As you’ll have gathered, part of this is simply balance. Batiashvili is enmeshed with the orchestra much more than most Brahms Concerto soloists are. You can hear very well everything else going on around her, and often the accompanying solo winds match her strength, while the brass are frankly beyond it.
Yet the real genius of this performance is in putting this violinist, this orchestra, and this conductor together in the same hall. Batiashvili is a slender-toned sort of violinist — by which I don’t mean that she can’t pour out sound when she wants to, but that the silvery thread of sound is one of her specialties. The Dresden Staatskapelle belies the going line that all orchestras now sound exactly the same. I don’t think anyone would mistake this for an American band (or a UK one, for that matter).
As for Thielemann, I credit the balance to him, and it’s brilliant. Batiashvili plays Ferruccio Busoni’s cadenza in the first movement. It’s famous — or notorious — for its timpani accompaniment. I’d always thought that came from Beethoven’s cadenza to his piano arrangement of his own Violin Concerto, but now I doubt it. The tympani element is there all through the first movement, and in this recording it’s, I’d say, deliberately audible.
The cadenza is wonderful, sort of a hybrid of Joachim’s and Kreisler’s (there’s a long, yearning passage that might almost have come straight from the latter). The accompaniment isn’t only timpani. Strings steal in toward the end.
The real genius of this performance is in putting this violinist, this orchestra, and this conductor together in the same hall. The slow movement is very fine, beginning with an account of the opening oboe solo that would be difficult to top. The finale has that slight rhythmic stickiness that belongs to Magyar music. It struts a bit, as it should. But then you hit that solo passage near the end, and suddenly you are, for a few bars, in solo Bach territory, sweetly and gently played. It gets a lot more raucous after that, but Batiashvili’s deceleration in the final bars is the most elegant I’ve ever heard. She nearly evaporates before the orchestra caps her.

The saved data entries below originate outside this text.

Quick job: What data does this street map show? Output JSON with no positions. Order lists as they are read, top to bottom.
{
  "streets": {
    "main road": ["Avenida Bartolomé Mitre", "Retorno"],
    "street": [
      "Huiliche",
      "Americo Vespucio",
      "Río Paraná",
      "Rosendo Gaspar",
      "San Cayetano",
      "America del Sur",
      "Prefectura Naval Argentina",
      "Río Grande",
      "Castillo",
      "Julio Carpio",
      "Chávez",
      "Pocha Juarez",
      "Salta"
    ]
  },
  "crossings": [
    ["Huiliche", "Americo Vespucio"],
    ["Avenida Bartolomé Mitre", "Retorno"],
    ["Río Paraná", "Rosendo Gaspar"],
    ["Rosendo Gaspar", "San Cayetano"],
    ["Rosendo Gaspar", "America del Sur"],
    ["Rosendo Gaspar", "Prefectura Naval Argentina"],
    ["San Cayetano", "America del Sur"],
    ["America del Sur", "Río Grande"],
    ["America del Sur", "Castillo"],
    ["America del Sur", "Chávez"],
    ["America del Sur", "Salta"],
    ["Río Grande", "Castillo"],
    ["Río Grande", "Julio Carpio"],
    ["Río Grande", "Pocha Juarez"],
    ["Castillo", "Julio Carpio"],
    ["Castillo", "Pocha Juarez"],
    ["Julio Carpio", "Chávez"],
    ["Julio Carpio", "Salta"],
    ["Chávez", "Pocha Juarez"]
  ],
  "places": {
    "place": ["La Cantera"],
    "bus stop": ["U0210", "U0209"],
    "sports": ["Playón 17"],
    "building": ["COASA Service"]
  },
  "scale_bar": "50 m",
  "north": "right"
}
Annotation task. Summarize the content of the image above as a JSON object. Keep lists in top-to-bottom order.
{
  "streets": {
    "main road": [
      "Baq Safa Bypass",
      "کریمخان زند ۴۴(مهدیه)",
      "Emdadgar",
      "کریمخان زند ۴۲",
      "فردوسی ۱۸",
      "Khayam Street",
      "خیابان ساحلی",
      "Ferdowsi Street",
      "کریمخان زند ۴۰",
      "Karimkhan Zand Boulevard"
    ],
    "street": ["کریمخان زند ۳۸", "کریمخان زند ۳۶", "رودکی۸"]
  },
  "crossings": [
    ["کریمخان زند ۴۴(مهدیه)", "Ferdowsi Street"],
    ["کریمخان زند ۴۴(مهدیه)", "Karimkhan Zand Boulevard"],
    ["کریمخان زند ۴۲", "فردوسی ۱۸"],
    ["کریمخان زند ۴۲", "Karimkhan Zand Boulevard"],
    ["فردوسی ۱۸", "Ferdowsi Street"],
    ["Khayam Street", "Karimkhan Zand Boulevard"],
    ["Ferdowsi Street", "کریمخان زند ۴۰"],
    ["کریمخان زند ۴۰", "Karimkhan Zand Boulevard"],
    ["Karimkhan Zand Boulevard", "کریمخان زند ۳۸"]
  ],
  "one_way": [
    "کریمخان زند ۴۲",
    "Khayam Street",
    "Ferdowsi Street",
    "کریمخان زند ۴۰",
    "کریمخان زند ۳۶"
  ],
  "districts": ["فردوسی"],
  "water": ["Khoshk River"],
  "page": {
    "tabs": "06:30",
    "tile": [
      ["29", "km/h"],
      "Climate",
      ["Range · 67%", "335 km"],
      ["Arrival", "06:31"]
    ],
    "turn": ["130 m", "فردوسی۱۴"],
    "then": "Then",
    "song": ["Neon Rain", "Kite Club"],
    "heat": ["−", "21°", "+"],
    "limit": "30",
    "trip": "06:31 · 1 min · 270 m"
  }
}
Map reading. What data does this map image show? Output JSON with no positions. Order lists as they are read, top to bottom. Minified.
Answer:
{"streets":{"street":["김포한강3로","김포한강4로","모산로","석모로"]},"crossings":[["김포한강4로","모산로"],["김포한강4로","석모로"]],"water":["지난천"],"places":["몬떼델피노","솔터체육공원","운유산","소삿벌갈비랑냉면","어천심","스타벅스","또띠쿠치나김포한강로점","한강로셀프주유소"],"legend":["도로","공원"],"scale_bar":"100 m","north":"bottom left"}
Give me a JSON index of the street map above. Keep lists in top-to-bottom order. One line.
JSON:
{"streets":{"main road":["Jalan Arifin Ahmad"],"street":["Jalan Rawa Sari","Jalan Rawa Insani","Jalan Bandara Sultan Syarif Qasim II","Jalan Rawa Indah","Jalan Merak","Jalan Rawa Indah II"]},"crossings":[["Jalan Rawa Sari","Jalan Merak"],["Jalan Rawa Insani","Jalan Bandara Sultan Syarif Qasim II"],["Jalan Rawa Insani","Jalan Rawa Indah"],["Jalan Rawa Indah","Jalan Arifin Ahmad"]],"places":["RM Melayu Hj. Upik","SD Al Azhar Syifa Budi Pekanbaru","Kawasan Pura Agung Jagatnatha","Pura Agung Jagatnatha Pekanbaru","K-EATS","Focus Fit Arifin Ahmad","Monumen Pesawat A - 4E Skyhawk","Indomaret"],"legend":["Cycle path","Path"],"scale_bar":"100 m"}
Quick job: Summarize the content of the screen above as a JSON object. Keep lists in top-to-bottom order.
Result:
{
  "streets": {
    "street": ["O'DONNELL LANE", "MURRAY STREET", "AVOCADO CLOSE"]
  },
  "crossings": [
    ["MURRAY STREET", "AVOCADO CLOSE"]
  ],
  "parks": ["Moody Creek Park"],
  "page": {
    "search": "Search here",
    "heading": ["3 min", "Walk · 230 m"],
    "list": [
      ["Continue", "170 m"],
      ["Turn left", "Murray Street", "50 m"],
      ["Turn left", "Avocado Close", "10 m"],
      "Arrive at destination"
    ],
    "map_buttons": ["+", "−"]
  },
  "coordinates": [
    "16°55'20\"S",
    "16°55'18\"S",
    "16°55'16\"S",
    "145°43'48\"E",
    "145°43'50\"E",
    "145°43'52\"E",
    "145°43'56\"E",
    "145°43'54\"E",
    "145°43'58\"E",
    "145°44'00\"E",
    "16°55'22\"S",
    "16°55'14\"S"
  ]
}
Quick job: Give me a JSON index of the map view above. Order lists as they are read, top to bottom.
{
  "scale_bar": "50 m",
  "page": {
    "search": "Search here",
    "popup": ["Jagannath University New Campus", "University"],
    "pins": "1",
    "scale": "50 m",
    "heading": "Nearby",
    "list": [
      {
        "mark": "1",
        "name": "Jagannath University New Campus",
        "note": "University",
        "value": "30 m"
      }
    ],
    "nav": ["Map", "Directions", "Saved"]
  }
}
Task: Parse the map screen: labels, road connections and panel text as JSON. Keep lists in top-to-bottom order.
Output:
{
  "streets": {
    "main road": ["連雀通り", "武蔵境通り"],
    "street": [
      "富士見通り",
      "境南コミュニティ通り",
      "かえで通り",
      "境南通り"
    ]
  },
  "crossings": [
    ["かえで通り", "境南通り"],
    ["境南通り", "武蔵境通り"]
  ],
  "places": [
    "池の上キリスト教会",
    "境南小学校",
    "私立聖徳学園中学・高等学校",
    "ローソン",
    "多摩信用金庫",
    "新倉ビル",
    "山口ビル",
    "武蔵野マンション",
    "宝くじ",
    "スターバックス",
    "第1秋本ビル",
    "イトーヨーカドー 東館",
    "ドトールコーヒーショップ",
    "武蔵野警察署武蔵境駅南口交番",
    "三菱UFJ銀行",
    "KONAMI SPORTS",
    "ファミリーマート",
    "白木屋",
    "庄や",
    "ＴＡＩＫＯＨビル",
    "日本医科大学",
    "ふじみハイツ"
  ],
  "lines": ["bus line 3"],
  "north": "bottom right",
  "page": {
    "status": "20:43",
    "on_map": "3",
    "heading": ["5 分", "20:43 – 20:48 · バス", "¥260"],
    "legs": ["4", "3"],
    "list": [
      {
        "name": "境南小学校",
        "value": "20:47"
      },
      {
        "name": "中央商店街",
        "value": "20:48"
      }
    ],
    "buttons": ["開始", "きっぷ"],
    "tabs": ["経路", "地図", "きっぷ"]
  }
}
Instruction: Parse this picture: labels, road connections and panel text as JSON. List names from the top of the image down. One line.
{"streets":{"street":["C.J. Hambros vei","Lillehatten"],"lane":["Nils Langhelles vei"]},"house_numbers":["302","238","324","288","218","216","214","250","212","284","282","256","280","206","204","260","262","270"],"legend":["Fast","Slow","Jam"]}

The coupling is Clara Schumann’s Op. 22 Three Romances for violin and piano, with Alice Sara Ott. I may say that this performance makes me want to go out and buy a copy of them. They are very like her husband’s short instrumental pieces — especially the last, which might almost be a fourth Oboe Romance. As a “filler” for a disc that ended up under 48 minutes long, they might seem inadequate, but honestly I prefer a first copy of music I don’t know to a tenth of music I do. They do sound a little odd coming after the concerto (I would have put them first), but I’m glad to have them, especially played this well.